Report each line of the entries below that has the word "strokeStyle" in it.
⟨
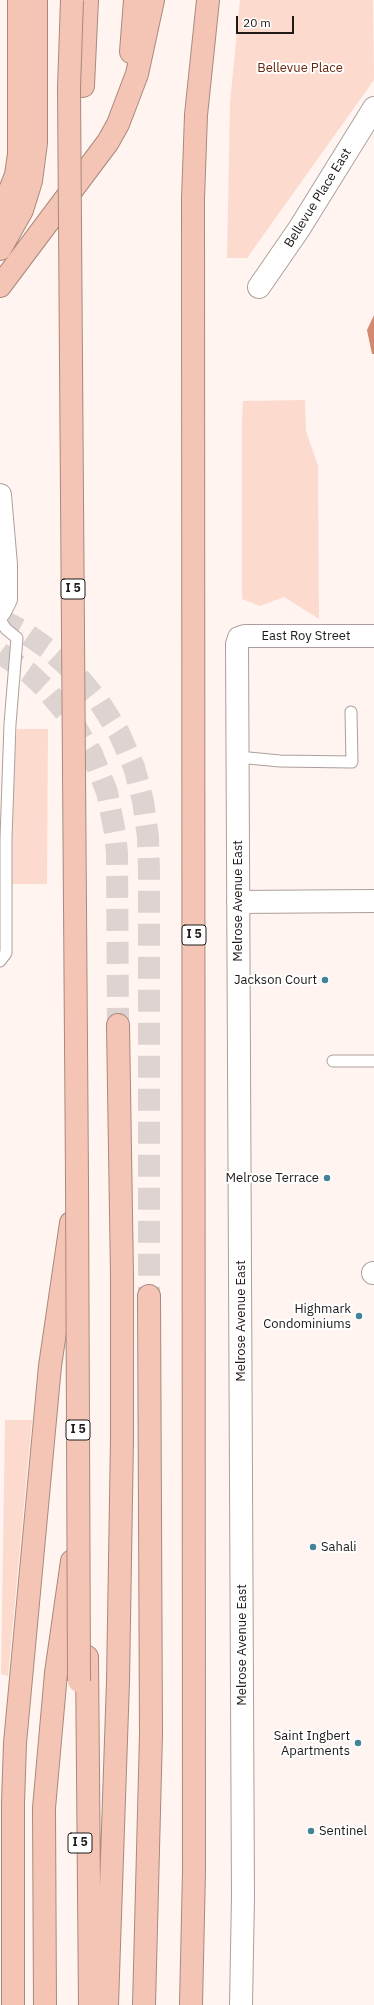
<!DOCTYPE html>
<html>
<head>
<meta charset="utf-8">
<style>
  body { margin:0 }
  #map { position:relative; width:374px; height:2005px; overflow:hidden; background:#fff4f0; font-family:"IBM Plex Sans",sans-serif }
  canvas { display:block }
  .scale { position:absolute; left:236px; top:16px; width:58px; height:18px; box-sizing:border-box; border:2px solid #1e1a18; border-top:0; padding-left:5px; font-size:12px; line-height:14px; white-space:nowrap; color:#1e1a18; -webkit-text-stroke:3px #fff; paint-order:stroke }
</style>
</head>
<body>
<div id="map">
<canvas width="374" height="2005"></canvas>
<div class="scale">20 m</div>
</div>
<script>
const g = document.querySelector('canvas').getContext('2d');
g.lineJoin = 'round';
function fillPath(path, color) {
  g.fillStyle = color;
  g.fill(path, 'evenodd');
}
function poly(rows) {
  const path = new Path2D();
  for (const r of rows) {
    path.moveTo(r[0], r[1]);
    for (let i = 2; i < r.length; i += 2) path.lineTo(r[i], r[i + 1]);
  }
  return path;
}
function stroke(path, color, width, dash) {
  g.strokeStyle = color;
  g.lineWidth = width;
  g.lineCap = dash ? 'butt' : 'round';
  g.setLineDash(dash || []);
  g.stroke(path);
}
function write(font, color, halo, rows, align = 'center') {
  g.font = font + ' "IBM Plex Sans",sans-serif';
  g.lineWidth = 4;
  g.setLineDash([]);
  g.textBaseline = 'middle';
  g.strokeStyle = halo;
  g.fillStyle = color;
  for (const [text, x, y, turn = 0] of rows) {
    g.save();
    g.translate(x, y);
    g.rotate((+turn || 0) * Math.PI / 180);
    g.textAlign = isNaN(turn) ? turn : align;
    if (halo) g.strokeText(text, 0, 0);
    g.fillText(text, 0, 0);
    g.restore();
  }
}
const green = poly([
  [240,0,373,0,374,80,247,258,227,258,230,103],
  [305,400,306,431,318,466,319,619,284,597,260,606,242,599,242,422,243,401],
  [17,729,48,729,47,884,1,884],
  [5,1420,32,1420,8,1676,1,1674]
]);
const water = poly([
  [374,315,374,354,372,354,367,330]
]);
const motorwayTunnel = poly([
  [0,619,21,630,51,651,77,675,100,703,119,733,134,767,143,801,148,837,149,872,149,1296],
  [0,653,29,673,44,687,71,719,92,754,107,792,115,833,117,853,118,1025]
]);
const service = poly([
  [0,620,6,629,17,638,10,724,6,838,6,953,0,961],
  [238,757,280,761,352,762,351,712],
  [333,1061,374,1061]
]);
const minor = poly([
  [259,287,299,229,374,108],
  [238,902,374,901],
  [373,1273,374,1273],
  [241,2005,243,1897,237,644,239,638,245,636,374,636]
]);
const tertiary = poly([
  [0,495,6,565,6,599,0,611]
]);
const motorway = poly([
  [131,52,135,0],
  [83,86,87,0],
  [0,215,16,175,19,154,19,0],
  [0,249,22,210,31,181,36,143,36,0],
  [0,286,108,142,118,124,137,74,153,0],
  [87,1657,90,2005],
  [13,2005,13,1803,15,1743,50,1366,71,1223],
  [45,2005,44,1808,56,1673,72,1561],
  [107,2005,118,1681,122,1439,122,1276,118,1025],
  [144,2005,151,1734,149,1296],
  [191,2005,194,1871,193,199,196,115,208,0]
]);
const motorwayBridge = poly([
  [72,0,69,88,77,1179,79,1681]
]);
const markers = [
  [325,980,4,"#438397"],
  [327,1178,4,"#438397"],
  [359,1316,4,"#438397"],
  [313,1547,4,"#438397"],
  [358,1743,4,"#438397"],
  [311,1831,4,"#438397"]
];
const shields = [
  [73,589,24],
  [194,935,24],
  [78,1430,24],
  [80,1843,24]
];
const shieldNames = [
  ["I 5",73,589],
  ["I 5",194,935],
  ["I 5",78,1430],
  ["I 5",80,1843]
];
const parkNames = [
  ["Bellevue Place",300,68]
];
const streetNames = [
  ["Bellevue Place East",318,198,-58],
  ["East Roy Street",306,636],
  ["Melrose Avenue East",238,901,-90],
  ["Melrose Avenue East",241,1321,-90],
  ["Melrose Avenue East",242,1645,-90]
];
const poiNames = [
  ["Jackson Court",317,980],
  ["Melrose Terrace",319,1178],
  ["Highmark",351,1309],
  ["Condominiums",351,1324],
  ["Sahali",321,1547,"left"],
  ["Saint Ingbert",350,1736],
  ["Apartments",350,1751],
  ["Sentinel",319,1831,"left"]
];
fillPath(green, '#fddace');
fillPath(water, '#d2896f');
stroke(motorwayTunnel, '#ddd3d0', 22, [22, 11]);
stroke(service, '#ab9f9b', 13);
stroke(minor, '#ab9f9b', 24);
stroke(tertiary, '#ab9f9b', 24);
stroke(motorway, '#a9897d', 24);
stroke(service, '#fff', 11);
stroke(minor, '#fff', 22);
stroke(tertiary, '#fff', 22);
stroke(motorway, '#f4c5b4', 22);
stroke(motorwayBridge, '#a9897d', 24, []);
stroke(motorwayBridge, '#f4c5b4', 22);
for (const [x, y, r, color] of markers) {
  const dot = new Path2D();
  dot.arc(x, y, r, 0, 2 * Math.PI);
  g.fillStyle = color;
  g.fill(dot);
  stroke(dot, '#fff', 1.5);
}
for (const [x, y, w] of shields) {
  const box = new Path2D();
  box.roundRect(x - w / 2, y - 10, w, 20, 3);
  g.fillStyle = '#fff';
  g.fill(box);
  stroke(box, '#1e1a18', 1);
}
write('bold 12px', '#1e1a18', null, shieldNames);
write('13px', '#68260b', '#fff', parkNames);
write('13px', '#1e1a18', '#fff', streetNames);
write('13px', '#1e1a18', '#fff', poiNames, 'right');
</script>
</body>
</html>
⟩
■ RESPONSE TO THIS TASK
  g.strokeStyle = color;
  g.strokeStyle = halo;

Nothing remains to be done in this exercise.